How to Remove a Urinary Catheter
In clinical practice, patients undergoing certain surgical procedures may require an indwelling urinary catheter. When no longer needed, the catheter must be removed—but catheter removal requires specific technique and care. Improper removal techniques may lead to catheter-associated urinary tract infections (CAUTIs), resulting in unnecessary complications and harm. So, how should a urinary catheter be safely removed? Below, we address this question.

How to Remove a Urinary Catheter
Typically, a urinary catheter has two lumens: one for urine drainage and another for inflating or deflating the retention balloon. Before removal, it is essential to correctly identify which lumen serves which function. First, the clinician must perform hand hygiene, wear a mask, and ensure patient privacy. Required supplies include a treatment drape, kidney basin, and syringe. The patient should be positioned supine with legs slightly abducted to expose the perineal area; the treatment drape is placed beneath the buttocks, and the kidney basin is positioned beside the perineum. Next, the clinician dons sterile gloves and removes the securing tape. If using a balloon-type catheter, the syringe is first used to fully aspirate fluid from the balloon. Then, 0.5–1 mL of air is reinjected into the balloon to smooth its surface and minimize friction during withdrawal. Additionally, the patient is instructed to simulate urination (e.g., by bearing down), and the clinician gently withdraws the catheter in coordination with this action. Once removed, the catheter is placed into the kidney basin, the perineal area is cleaned, and the procedure concludes.

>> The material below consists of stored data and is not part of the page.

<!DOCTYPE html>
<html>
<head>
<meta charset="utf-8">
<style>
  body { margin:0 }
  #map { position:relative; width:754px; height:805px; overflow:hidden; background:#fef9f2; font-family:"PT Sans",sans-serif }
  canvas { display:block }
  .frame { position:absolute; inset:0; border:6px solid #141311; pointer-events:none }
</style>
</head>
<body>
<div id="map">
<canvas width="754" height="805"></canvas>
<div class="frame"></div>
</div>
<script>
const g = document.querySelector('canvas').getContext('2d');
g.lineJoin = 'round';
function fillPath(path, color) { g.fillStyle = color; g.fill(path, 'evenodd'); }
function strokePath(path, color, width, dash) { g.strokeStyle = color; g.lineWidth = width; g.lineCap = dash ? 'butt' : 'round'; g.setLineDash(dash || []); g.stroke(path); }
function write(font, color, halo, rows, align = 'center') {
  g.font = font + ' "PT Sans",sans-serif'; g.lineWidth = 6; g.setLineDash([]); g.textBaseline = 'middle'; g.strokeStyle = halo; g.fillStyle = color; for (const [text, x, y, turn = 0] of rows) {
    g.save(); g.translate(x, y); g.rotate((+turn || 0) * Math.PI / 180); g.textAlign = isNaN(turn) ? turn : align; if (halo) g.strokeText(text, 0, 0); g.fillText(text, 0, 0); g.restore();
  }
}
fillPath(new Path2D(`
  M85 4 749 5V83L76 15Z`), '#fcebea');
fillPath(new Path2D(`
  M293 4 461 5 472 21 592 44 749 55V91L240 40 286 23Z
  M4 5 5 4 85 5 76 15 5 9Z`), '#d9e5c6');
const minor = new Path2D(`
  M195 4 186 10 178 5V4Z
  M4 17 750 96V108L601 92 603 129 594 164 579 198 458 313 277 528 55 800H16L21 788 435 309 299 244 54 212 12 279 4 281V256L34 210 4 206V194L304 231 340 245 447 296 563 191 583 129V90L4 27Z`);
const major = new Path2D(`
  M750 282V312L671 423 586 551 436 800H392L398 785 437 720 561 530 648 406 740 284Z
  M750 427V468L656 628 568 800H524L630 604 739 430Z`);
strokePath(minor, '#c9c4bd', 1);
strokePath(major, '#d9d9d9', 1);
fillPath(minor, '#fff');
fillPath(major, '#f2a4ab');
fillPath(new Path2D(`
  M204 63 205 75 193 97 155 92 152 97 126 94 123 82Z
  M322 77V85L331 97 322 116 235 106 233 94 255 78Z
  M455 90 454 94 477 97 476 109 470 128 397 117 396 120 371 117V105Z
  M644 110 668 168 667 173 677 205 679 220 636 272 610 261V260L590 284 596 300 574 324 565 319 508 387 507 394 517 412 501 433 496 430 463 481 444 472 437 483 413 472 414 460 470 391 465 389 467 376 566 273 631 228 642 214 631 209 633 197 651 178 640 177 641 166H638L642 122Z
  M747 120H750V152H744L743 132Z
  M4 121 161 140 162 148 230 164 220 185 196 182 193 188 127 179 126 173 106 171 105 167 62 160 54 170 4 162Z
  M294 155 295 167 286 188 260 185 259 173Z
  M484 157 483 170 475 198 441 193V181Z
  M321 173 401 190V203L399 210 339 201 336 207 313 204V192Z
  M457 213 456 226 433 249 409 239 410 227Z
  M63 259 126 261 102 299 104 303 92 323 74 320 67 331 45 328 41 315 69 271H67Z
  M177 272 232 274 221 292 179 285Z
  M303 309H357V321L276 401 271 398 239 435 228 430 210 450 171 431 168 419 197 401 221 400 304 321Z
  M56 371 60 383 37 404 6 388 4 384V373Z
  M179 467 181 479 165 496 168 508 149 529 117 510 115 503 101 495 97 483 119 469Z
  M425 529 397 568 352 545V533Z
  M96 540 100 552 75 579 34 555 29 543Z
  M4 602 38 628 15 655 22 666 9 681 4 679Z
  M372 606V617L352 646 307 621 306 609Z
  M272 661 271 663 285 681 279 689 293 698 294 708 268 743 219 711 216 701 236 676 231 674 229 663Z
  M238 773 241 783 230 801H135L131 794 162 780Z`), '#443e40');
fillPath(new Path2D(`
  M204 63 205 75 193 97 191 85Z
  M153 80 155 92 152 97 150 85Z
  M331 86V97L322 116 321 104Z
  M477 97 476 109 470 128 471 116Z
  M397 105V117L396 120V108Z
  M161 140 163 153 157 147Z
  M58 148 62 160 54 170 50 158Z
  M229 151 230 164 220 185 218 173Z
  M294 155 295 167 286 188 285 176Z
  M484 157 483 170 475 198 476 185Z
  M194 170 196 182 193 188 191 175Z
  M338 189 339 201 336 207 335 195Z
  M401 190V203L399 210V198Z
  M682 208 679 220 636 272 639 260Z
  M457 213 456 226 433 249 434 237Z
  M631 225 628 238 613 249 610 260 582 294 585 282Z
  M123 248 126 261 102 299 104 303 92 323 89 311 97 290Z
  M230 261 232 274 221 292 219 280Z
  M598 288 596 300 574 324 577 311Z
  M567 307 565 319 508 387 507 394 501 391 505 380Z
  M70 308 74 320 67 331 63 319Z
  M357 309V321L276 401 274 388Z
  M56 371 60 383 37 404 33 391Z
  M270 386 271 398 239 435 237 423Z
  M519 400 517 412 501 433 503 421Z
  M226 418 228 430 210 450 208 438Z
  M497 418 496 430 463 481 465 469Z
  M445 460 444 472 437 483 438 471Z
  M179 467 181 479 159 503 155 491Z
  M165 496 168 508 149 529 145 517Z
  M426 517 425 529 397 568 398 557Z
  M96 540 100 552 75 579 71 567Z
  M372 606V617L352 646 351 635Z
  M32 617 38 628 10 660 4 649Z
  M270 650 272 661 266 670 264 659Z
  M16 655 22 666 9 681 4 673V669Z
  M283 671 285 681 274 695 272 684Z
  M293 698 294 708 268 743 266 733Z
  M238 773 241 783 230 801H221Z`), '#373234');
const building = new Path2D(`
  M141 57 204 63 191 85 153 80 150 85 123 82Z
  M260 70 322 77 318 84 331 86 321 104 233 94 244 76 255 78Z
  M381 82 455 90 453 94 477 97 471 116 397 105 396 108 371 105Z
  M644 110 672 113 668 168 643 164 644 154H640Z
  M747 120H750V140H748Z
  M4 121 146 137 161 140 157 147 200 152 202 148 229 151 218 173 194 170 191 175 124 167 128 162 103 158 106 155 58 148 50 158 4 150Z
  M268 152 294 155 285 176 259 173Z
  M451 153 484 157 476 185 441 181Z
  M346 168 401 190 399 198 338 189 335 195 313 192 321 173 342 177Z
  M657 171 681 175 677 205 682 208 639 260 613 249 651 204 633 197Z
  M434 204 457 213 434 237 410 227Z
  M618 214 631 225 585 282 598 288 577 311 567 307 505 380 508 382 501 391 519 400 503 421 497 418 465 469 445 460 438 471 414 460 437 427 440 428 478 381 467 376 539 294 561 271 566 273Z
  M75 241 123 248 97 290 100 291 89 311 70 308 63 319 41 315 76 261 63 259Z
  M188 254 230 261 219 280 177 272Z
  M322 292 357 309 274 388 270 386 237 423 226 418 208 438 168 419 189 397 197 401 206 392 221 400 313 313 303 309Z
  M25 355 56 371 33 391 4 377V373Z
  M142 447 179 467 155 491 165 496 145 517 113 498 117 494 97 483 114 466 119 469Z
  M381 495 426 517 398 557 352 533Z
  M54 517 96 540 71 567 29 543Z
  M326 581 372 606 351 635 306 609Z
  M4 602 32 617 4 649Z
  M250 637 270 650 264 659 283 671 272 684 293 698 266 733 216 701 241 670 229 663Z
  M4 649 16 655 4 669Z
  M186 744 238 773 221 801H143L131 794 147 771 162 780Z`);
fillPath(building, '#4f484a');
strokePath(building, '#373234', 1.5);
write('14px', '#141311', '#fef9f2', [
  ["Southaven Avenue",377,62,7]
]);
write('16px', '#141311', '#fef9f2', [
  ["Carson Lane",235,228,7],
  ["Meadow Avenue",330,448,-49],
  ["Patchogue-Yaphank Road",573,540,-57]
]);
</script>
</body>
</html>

Knowledge Extension: Key Considerations During Catheter Removal
1. Accurately identify the balloon inflation/deflation port—not the urine drainage lumen. This distinction is critical. Typically, 10–20 mL of fluid (commonly ~15 mL) must be completely aspirated from the balloon; syringes are calibrated, allowing precise volume measurement. During removal, withdraw the catheter slowly and steadily. If resistance is encountered, do not force extraction. Additionally, the urine collection bag should be changed daily; for long-term indwelling catheters, replace the catheter weekly. Encourage patients to maintain adequate fluid intake throughout the indwelling period.

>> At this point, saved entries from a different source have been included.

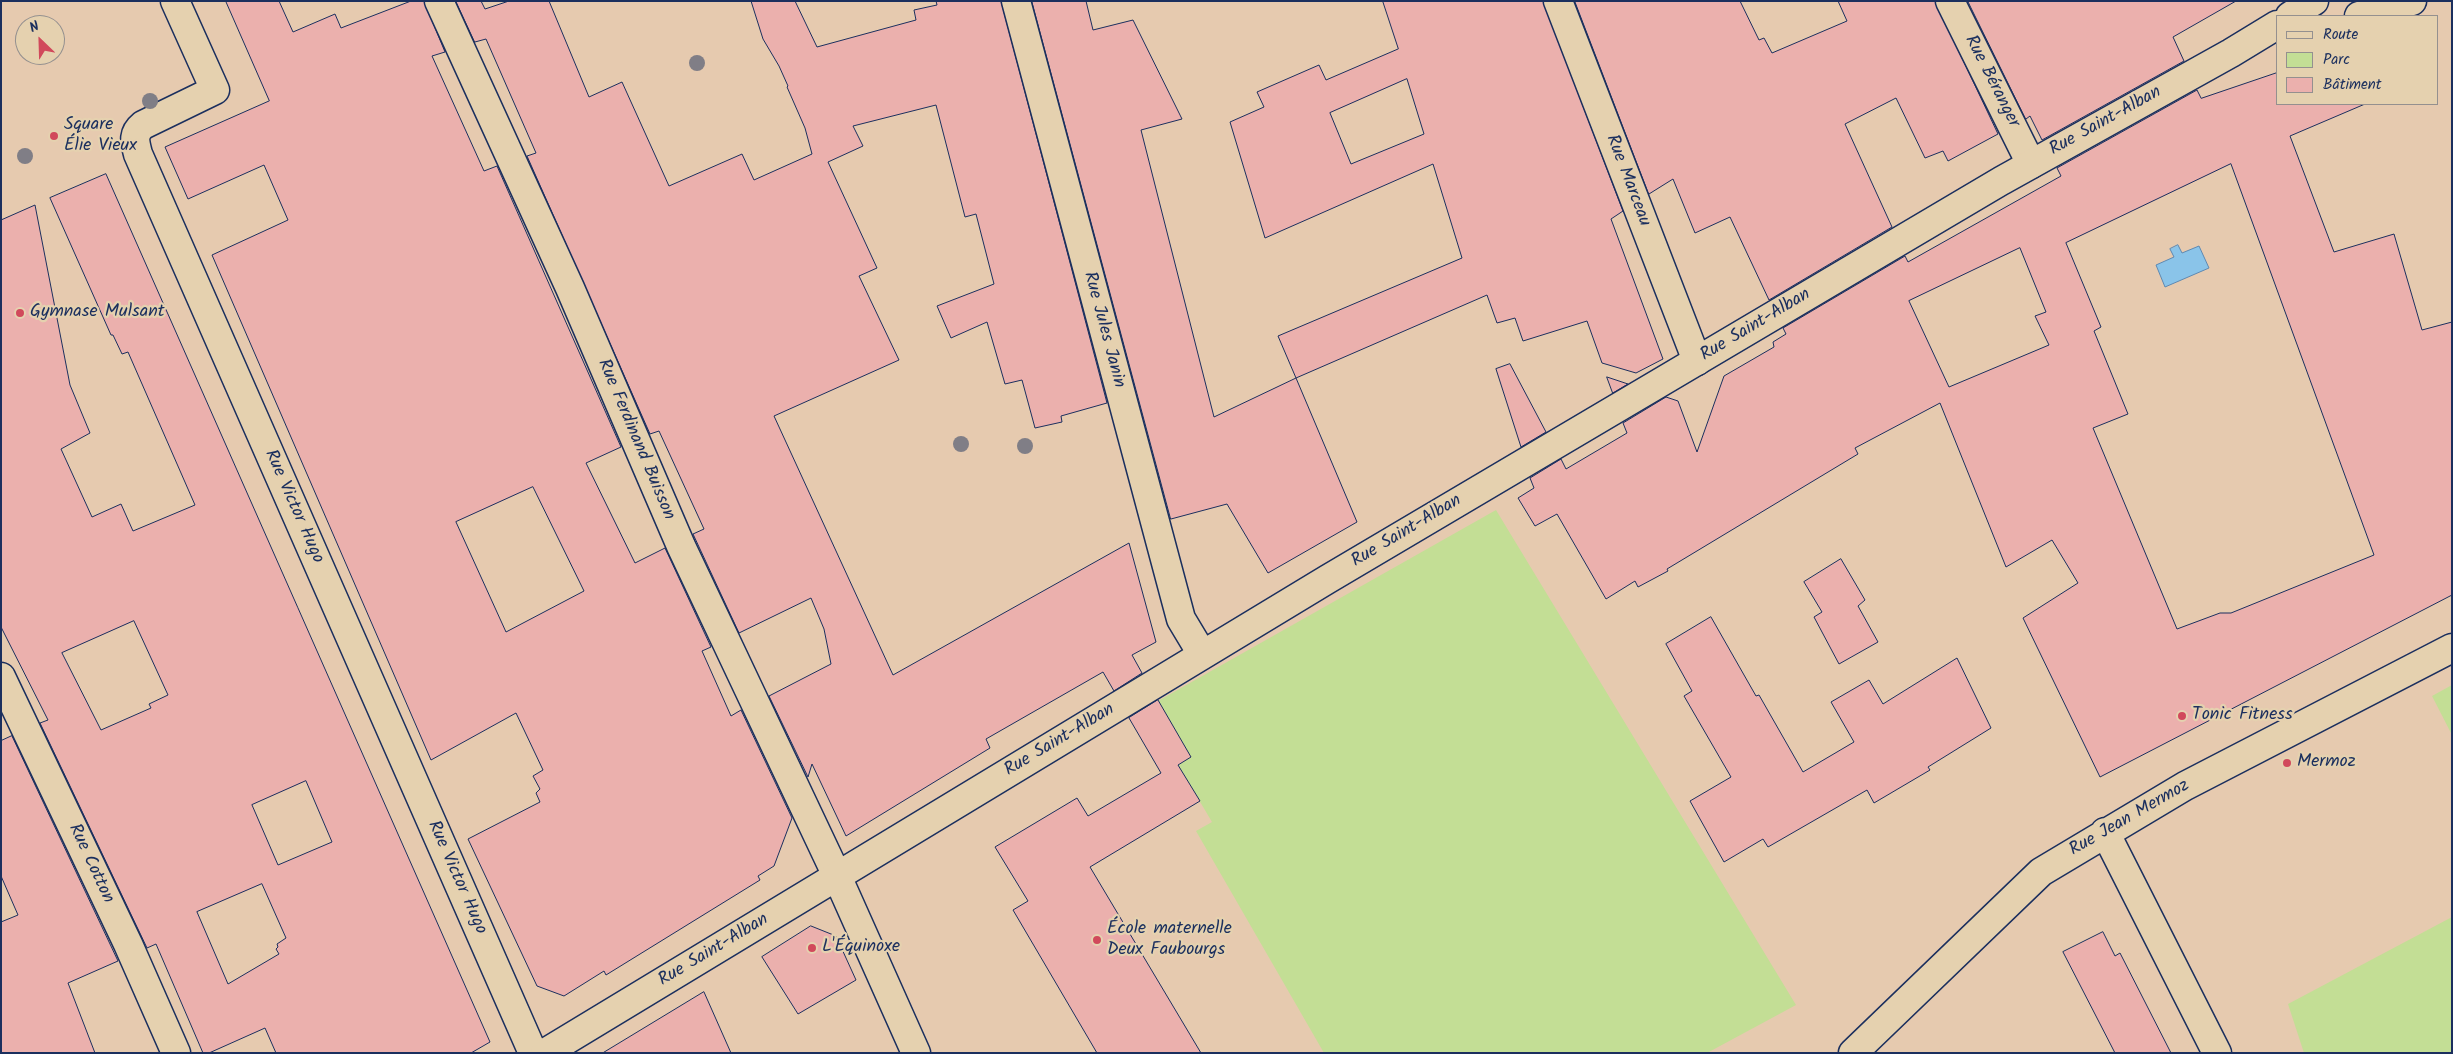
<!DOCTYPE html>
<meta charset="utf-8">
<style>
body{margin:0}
#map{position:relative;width:2453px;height:1054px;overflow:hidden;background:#e6caaf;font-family:Kalam,sans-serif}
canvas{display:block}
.frame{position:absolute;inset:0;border:2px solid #1b2f5e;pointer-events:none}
.legend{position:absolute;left:2276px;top:15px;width:162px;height:90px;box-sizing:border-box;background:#e5d1af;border:1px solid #94908f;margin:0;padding:6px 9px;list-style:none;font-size:15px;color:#1b2f5e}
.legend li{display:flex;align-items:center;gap:10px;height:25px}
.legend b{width:25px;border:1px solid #94908f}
.north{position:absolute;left:15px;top:15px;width:50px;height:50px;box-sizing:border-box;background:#e5d1af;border:1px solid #94908f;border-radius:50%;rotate:336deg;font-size:14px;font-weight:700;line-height:20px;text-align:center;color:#1b2f5e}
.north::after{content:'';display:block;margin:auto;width:18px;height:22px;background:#d1495b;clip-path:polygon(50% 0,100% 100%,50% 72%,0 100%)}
</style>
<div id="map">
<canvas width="2453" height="1054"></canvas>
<div class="frame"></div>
<ul class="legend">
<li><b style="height:6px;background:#e5d1af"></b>Route</li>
<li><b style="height:14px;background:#c3de95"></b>Parc</li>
<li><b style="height:14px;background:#ebb0ad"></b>Bâtiment</li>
</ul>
<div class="north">N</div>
</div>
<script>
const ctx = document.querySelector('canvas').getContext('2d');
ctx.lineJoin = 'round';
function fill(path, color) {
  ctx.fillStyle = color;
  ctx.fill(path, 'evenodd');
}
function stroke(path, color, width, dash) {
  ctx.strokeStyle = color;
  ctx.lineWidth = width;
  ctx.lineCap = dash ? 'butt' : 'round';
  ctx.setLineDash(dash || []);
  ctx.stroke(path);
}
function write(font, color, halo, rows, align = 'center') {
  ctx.font = font + ' Kalam,sans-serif';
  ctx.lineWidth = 4.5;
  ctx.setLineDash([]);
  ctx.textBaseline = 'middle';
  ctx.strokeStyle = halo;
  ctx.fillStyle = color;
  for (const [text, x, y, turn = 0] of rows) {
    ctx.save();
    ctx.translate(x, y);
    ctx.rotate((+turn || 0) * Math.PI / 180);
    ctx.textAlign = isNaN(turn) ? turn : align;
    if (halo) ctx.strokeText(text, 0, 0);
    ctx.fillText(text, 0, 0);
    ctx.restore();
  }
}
fill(new Path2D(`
 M1496 510 1796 1005 1707 1053H1324L1196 831 1212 822 1183 773 1170 770 1191 757 1158 701Z
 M2452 685V735L2432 696Z
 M2452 917V1053H2304L2288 1004Z`), '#c3de95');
const water = new Path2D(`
 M2178 245 2182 253 2199 246 2209 268 2165 287 2156 265 2174 257 2170 249Z`);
fill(water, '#8ac4e9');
stroke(water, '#5e88b1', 1);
const building = new Path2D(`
 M226 1H279L293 32 335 14 341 28 411 1H424L445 52 432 56 484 171 497 166 621 447 586 463 635 563 665 548 711 647 702 651 731 716 741 710 792 818 774 866 758 876 760 880 606 975 604 971 564 996 537 986 468 839 540 802 536 793 540 789 533 776 543 770 516 713 431 760 212 255 288 220 264 165 188 199 165 147 269 101ZM533 487 584 591 506 632 456 522Z
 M456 1H481L485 9 509 1H549L589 97 622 82 669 186 742 154 754 180 812 154 805 128 787 87 788 86 779 66 763 39 751 1H795L817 47 916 20 914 10 937 5 936 1H1001L1107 403 1061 416 1062 422 1035 428 1022 380 1005 384 987 322 951 338 937 306 994 284 976 214 965 217 936 105 853 126 863 146 828 162 877 268 859 276 899 360 774 416 893 675 1129 543 1156 642 1132 655 1142 673 1114 691 1103 672 986 739 990 748 846 836 812 764 808 777 769 696 831 664 824 629 811 598 739 633 693 534 704 529 659 431 650 434 527 156 536 153 486 39 475 42Z
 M1032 1H1086L1093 30 1133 20 1182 119 1141 130 1214 417 1296 378 1357 522 1268 573 1227 504 1171 519Z
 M1383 1H1543L1623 211 1611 219 1663 359 1636 373 1602 363 1587 321 1523 341 1515 318 1497 323 1487 295 1296 378 1278 336 1462 258 1433 164 1265 238 1230 122 1264 107 1257 92 1319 65 1326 80 1398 49ZM1407 79 1424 134 1351 164 1330 113Z
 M1575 1H1740L1759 40 1764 38 1772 53 1847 21 1838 1H1935L1998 134 1948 161 1943 151 1925 158 1896 98 1845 124 1892 227 1769 300 1730 217 1695 233 1673 179 1649 194Z
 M1968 1H2236L2173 37 2184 61 2042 140 2030 116 2026 119Z
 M2277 73V104H2365L2290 136 2334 252 2394 234 2422 330 2452 322V595L2100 777 2023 618 2078 583 2052 540 2006 567 1940 403 1855 448 1858 454 1667 569 1668 571 1638 587 1635 581 1606 599 1557 514 1535 526 1518 498 1534 488 1530 478 1561 459 1566 469 1627 433 1623 423 1666 397 1678 401 1697 452 1724 376 1774 347 1773 342 1786 334 1783 328 1905 256 1908 262 2061 176 2057 168 2197 90 2201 98ZM2231 164 2374 555 2231 613H2220L2177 629 2093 428 2128 414 2094 331 2101 327 2066 243ZM2020 248 2046 312 2035 316 2049 345 1949 387 1909 301Z
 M106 174 490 1042 471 1053H276L265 1028 209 1053H203L156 944 147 948 40 723 48 720 1 627V220L35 205 70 385 90 433 61 449 92 517 121 504 133 531 195 505 128 352 122 354 113 335H111L50 198ZM134 621 168 695 149 704 151 708 101 730 62 653ZM306 781 332 842 278 865 252 805ZM262 884 286 938 277 944 278 947 276 949 279 954 228 984 197 912Z
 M1510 364 1546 432 1521 447 1496 369Z
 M1607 377 1628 384 1613 393Z
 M1841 559 1865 600 1858 606 1878 642 1839 664 1814 617 1822 612 1804 582Z
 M1711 617 1756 696 1759 695 1803 772 1854 742 1831 702 1869 680 1883 704 1957 658 1991 728 1928 767 1930 770 1874 803 1867 790 1768 847 1763 839 1724 862 1690 801 1731 777 1684 696 1692 691 1666 644Z
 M1158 700 1191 757 1178 765 1200 801 1090 867 1201 1053H1097L1013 910 1028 901 995 847 1077 798 1088 816 1161 773 1129 718Z
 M12 736 118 961 68 983 95 1053H1V922L18 915 1 876V741Z
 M811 926 836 936 856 980 798 1014 762 957Z
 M2103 932 2115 956 2120 953 2171 1053H2115L2063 952Z
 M704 992 731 1053H603Z`);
fill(building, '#ebb0ad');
stroke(building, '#1b2f5e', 1);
const street = new Path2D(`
 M175 1 215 90 143 125C132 134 135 142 138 154L533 1053
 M439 1 570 288 681 546 837 876 916 1053
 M1016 1 1181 619 1202 654
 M1558 1 1697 361
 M1950 1 2031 164
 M2359 16 2412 1
 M1 677 128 944 176 1053
 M2105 832 2217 1053
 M1853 1053 2041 872 2185 786 2452 648`);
const secondary = new Path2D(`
 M2290 16 2314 1
 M545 1053 1328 579 2001 181 2231 53 2277 25`);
stroke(street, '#1b2f5e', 31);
stroke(secondary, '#1b2f5e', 31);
stroke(street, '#e5d1af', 28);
stroke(secondary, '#e5d1af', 28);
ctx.fillStyle = '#807e86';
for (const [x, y] of [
 [697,63],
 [150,101],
 [25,156],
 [961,444],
 [1025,446]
]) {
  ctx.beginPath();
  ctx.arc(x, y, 8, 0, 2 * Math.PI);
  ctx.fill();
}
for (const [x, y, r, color] of [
 [54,136,5,"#d1495b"],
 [20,313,5,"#d1495b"],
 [2182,716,5,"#d1495b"],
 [2287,763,5,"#d1495b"],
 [1097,940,5,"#d1495b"],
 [812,948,5,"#d1495b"]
]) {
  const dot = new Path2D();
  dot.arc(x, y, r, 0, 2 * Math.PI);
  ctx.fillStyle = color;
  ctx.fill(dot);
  stroke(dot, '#e5d1af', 2);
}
write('18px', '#1b2f5e', '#e5d1af', [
 ["Rue Béranger",1991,82,63],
 ["Rue Saint-Alban",2106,122,-29],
 ["Rue Marceau",1627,181,69],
 ["Rue Saint-Alban",1756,326,-31],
 ["Rue Jules Janin",1103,330,75],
 ["Rue Ferdinand Buisson",635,440,67],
 ["Rue Victor Hugo",293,507,66],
 ["Rue Saint-Alban",1407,532,-31],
 ["Rue Saint-Alban",1060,741,-31],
 ["Rue Jean Mermoz",2130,819,-30],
 ["Rue Cotton",90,864,65],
 ["Rue Victor Hugo",456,878,66],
 ["Rue Saint-Alban",714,951,-31]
]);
write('18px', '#1b2f5e', '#e5d1af', [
 ["Square",64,126],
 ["Élie Vieux",64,147],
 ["Gymnase Mulsant",30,313],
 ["Tonic Fitness",2192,716],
 ["Mermoz",2297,763],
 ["École maternelle",1107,930],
 ["Deux Faubourgs",1107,951],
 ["L'Équinoxe",822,948]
], 'left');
</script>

2. Strictly adhere to aseptic technique. If accidental vaginal insertion occurs or if the catheter becomes dislodged, immediately replace it with a new sterile catheter. For patients with urinary retention, carefully control both the rate and volume of initial bladder decompression—avoid rapid drainage. Drain approximately 600–800 mL, then temporarily clamp the catheter. Monitor and document urine characteristics—including color, volume, and clarity. Normal 24-hour urine output ranges from 1500–2000 mL; polyuria is defined as >2500 mL/24 h; oliguria as <400 mL/24 h; and anuria as <50 mL/24 h. Normally, urine is colorless, transparent, or pale yellow. Abnormal findings include hematuria (blood-tinged urine), hemoglobinuria, bilirubinuria, and chyluria.
The above outlines the proper technique for urinary catheter removal. We hope this information is helpful to you.